UK Must Heed Warnings over Statelessness Measure

NEW YORK —The Open Society Justice Initiative is urging members of the upper house of the British parliament to heed warnings over a government proposal that would allow British citizens to be made stateless, undermining an important principle of international law.

Clause 64 of the Immigration Bill will be debated by the House of Lords on Monday, April 7. This measure would enable the government to strip citizenship from individuals who have acquired British citizenship by naturalization, and then acted with serious prejudice to the vital interests of the UK, even in cases where this would leave the individual stateless.

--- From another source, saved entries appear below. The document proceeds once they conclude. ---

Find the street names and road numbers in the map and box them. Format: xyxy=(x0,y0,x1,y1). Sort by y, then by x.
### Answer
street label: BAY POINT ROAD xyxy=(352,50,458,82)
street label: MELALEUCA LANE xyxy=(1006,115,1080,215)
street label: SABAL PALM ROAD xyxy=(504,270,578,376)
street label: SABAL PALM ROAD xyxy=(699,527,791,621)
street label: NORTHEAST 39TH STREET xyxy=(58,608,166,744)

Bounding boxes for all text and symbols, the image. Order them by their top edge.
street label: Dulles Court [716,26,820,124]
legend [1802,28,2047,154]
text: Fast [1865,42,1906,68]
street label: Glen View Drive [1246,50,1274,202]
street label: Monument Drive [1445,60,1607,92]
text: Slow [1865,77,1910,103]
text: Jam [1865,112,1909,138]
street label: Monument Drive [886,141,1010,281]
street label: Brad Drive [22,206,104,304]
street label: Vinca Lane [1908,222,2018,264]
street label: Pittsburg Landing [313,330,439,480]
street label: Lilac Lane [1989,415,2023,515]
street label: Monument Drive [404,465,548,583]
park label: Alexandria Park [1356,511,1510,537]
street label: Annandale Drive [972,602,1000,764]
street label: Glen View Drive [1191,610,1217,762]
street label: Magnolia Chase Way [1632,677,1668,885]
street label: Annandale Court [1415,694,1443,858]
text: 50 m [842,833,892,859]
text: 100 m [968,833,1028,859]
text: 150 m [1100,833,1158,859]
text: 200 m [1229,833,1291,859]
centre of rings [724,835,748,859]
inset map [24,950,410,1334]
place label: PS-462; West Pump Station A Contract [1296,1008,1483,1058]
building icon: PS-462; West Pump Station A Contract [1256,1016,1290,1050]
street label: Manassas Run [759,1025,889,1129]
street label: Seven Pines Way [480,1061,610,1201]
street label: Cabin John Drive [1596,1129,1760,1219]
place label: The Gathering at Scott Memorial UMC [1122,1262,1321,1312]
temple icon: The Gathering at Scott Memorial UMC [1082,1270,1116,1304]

When debated in parliament in March, retired Supreme Court judge Lord Brown called the proposal ‘a shocking example to other states, which ordinarily are readier than we are to make such a radical departure from the consensus as to proper international human rights conduct.’

He reminded members of the upper house that the Supreme Court had referred to “The evil of statelessness” and spoke of its “terrible practical consequences”.

Current UK law bars the Home Secretary from making people stateless, except where British citizenship was obtained by misrepresentation or fraud.

The Justice Initiative believes that approval for Clause 64 will signal to other countries that making people stateless is acceptable to the international community. This would undermine the principles of the 1961 UN Convention on the Reduction of Statelessness, to which the UK is a party.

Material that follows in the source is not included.